Column - Wolds Diary with Sue Woodcock

Following a trip to York to deliver a poster for our forthcoming concert on the 25th of this month, I realised I probably needed to get something from a chemist to make me feel less ill, so I sought the advice of a pharmacist who firmly suggested I might benefit from a visit to my GP.

I finally admitted to myself that he was probably right and went onto our surgery here in Pocklington.

A nurse practitioner tested various things, checked others and informed me that I had a virus and the only thing I could really do was to wait.

She did, however, tell me that I needed to slow down for as long as it took to feel better and had I done so earlier it might well have meant I was up and healthy some time ago.

It would be stupid to ignore such advice and I have tried to be a little less active and have taken the dogs for minimum walks and become a little more sedate for the time being.

I have driven round a bit, and the journeys have been a true delight. There are cascades of dog roses streaming down hedges, the cow parsley is out, elderflower is in bloom, and the wild flowers are in profusion everywhere I look.

One of the walks I and the dogs enjoy is an area of woodland, seldom visited, because it is out of the way and rather secluded.

While the dogs were having a delightful romp in the bracken this week, in the much appreciated shade, I noticed movement in the undergrowth which upon investigation proved to be a huge bumble bee that was trying to escape a tangle of dried grasses.

I managed to free it and before if flew off I got a chance to see just how wonderful it was, and just how huge it was too.

I have never seen one so large, it flew off happy, leaving me to wonder how something so heavy and cumbersome manages to fly at all. Nature is truly wonderful.

On Wednesday I set off quite early to drive up to Thirsk and to escape the early morning traffic jam into York. It is always pleasant to head over to the Dales and Thirsk is a fine town, I have always found the people there most friendly.
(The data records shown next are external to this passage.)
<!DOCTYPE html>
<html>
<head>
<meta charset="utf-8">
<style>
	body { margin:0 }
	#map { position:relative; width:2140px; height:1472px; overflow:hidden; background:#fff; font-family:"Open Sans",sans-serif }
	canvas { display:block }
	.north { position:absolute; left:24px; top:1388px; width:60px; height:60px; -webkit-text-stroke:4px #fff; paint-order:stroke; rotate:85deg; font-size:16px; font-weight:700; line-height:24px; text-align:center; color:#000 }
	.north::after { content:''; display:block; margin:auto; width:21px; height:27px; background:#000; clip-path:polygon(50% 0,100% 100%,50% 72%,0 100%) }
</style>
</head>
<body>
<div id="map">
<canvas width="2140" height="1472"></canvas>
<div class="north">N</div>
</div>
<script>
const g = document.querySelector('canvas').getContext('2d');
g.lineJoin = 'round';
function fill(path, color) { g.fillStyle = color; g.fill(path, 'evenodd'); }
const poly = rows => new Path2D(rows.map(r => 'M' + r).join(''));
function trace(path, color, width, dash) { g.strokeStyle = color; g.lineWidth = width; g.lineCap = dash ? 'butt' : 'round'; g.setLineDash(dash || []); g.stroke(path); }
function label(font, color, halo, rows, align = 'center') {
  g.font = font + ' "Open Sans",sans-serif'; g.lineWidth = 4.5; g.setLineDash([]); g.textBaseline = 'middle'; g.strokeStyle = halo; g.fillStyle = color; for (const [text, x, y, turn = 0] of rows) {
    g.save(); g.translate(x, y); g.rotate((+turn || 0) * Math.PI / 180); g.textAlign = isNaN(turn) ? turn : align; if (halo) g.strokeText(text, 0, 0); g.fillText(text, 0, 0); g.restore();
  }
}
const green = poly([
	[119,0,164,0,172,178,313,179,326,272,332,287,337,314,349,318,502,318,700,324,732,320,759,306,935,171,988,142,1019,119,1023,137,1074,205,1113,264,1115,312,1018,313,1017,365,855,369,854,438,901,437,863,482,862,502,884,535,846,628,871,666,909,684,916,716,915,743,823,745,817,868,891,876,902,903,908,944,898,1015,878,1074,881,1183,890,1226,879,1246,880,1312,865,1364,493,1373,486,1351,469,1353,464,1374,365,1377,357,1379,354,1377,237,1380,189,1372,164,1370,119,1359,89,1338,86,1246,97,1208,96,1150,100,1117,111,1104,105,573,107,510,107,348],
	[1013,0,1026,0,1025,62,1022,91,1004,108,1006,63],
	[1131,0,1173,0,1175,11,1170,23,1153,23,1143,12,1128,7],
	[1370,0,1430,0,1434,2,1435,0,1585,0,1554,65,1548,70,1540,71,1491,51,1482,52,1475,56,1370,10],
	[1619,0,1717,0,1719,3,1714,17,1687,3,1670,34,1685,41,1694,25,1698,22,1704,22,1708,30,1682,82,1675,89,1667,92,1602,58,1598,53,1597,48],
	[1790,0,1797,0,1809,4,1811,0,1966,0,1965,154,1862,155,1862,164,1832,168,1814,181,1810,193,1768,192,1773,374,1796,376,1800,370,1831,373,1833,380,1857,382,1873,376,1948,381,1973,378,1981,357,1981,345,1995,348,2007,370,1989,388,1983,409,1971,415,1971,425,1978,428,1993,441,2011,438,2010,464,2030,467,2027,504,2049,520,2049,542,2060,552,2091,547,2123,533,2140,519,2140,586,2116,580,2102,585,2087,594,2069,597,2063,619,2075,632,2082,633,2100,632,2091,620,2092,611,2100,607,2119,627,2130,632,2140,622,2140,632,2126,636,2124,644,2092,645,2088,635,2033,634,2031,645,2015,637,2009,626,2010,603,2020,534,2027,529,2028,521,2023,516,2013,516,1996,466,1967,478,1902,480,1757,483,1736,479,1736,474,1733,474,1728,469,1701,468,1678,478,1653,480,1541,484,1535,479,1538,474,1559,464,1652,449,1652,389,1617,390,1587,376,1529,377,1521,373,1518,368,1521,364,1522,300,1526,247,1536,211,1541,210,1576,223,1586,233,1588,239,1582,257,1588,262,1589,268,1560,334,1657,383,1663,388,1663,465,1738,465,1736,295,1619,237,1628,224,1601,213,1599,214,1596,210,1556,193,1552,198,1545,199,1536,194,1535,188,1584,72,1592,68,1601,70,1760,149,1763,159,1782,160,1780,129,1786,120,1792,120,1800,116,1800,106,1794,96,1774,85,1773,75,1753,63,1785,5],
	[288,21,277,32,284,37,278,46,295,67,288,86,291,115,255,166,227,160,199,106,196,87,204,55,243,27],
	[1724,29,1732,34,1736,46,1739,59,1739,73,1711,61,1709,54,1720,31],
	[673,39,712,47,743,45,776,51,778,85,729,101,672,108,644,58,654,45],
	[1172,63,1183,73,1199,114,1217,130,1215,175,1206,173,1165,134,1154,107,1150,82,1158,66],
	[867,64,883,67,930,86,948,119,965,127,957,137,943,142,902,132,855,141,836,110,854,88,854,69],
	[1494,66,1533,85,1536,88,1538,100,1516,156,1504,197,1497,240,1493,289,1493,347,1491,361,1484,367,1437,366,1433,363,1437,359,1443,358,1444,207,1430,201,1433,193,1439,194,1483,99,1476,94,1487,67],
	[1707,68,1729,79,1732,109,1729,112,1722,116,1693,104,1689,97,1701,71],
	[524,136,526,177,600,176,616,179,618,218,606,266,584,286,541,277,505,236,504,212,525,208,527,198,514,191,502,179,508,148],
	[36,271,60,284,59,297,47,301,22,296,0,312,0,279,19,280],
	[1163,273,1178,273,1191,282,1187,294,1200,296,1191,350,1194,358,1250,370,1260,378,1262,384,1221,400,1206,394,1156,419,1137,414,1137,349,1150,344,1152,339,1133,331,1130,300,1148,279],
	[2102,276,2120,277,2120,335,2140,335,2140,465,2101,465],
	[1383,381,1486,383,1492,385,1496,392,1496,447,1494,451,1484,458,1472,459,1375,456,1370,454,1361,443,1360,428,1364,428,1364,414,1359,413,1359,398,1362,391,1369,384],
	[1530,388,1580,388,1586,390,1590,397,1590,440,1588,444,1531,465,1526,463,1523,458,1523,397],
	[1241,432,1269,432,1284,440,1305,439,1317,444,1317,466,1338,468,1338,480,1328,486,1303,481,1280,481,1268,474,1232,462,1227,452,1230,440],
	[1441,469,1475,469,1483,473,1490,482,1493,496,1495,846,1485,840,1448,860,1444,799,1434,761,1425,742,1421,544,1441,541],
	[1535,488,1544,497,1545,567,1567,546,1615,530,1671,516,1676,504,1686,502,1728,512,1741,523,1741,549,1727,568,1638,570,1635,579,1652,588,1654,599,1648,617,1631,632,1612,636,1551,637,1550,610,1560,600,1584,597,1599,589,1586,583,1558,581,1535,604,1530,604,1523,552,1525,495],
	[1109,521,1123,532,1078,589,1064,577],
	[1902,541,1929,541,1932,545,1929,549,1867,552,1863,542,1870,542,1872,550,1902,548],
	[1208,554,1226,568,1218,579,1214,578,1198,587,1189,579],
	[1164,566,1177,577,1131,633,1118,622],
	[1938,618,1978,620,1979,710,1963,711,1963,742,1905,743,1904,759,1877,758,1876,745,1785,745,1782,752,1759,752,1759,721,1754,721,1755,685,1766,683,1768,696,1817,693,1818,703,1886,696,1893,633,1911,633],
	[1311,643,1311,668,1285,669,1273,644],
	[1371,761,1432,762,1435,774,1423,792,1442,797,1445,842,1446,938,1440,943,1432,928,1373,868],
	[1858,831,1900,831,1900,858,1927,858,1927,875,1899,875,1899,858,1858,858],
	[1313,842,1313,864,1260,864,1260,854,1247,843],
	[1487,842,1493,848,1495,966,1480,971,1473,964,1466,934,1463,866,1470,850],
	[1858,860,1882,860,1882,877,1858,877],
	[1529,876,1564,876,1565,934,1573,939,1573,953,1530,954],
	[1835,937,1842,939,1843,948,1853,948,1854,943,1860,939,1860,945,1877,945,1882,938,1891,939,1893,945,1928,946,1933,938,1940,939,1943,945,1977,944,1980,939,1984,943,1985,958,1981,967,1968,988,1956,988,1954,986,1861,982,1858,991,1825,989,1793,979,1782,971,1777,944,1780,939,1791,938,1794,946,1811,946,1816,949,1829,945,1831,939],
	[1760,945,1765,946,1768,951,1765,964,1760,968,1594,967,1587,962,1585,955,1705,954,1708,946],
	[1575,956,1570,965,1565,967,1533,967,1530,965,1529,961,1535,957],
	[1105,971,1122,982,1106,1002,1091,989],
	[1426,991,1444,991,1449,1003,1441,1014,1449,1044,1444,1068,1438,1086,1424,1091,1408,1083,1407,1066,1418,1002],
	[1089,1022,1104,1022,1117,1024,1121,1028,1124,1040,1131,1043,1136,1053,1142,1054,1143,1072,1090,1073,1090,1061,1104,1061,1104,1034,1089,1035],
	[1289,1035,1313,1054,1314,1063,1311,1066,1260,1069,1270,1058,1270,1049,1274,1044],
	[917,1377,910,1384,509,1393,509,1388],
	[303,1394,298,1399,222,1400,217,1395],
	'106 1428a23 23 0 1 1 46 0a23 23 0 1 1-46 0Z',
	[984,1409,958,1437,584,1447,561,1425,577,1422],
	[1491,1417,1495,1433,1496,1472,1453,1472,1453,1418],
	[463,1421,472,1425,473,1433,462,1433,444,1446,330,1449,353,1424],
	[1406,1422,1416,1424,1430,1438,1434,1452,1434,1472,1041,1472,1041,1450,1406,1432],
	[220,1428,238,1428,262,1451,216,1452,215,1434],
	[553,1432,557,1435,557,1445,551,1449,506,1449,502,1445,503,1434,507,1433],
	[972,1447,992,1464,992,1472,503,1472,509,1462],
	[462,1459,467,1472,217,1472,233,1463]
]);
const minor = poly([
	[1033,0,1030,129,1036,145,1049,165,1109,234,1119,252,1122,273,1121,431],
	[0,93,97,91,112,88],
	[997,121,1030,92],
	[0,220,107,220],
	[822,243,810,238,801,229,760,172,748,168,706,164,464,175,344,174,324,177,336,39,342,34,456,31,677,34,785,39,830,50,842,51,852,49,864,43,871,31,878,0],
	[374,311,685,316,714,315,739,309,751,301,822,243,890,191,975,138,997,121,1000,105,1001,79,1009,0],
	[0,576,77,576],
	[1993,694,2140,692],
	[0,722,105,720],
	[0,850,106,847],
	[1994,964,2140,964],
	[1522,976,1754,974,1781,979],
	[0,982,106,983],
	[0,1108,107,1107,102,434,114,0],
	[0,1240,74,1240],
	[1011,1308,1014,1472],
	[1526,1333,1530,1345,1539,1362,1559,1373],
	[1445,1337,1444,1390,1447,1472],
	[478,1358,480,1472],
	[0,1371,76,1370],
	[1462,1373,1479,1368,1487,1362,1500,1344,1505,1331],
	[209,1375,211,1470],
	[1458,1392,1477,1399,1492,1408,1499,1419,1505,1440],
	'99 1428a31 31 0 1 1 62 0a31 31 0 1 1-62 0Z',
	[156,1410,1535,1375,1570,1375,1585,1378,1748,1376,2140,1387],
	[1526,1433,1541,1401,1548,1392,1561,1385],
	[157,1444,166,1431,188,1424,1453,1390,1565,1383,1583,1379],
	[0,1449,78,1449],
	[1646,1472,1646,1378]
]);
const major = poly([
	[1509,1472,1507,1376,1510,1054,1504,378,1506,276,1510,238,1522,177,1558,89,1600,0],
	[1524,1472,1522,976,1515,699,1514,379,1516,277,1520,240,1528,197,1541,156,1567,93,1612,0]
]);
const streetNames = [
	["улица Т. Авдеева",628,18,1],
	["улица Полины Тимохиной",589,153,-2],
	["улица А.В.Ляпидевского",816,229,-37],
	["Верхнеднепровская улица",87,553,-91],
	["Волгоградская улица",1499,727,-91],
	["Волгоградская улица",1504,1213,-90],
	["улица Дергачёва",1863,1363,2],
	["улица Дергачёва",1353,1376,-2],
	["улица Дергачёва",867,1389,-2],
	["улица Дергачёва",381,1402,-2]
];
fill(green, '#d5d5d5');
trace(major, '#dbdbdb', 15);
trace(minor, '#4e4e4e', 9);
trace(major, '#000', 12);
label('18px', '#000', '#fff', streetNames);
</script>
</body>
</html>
When I got there, well before the time needed, I parked in the main square to have a look round. I was most impressed when I looked at the many items of street furniture to find they were covered with imaginative, well-crafted and delightful dressings mainly knitted or crocheted, that cheered the whole town up.

I went round several streets and these wonderful creations were everywhere. I was amused, fascinated and pleased with what was on display. Somehow the thought of providing a seat with knitted feet rather appealed to me.

I asked some ladies about it and understand it was done originally for the Tour de Yorkshire, and unfortunately some items had been stolen but hours of dedicated work had resulted in truly splendid efforts.

I gave a talk to a large group of charming gentlemen of the Probus club and then headed off home to walk the dogs, do housework and have a rest before heading off in the evening to the thriving village of Wheldrake, south of York to talk to the WI at the White Rose House there, which I understand is owned by the Girl Guide movement.

I was impressed with what a good facility this was, and with how clean and inviting it was. The WI group were lovely, laughed in all the right places, and I was even invited to return.

It was still light when I got home. The weather had been hot and summery and I have been watering my vegetable patch daily. My runner beans and broad beans are growing like mad.

Then the weather changed and it bucketed down. The gardens, having been very dry for days, were looking a lot fresher for it. It just means I have to mow the lawns again.

I have been invited to the York Male Philharmonic Choir concert at All Saints Pocklington today.

They are a great choir and I am very flattered to be asked to help at the end of the concert which is being held in support of the Parkinson’s Society.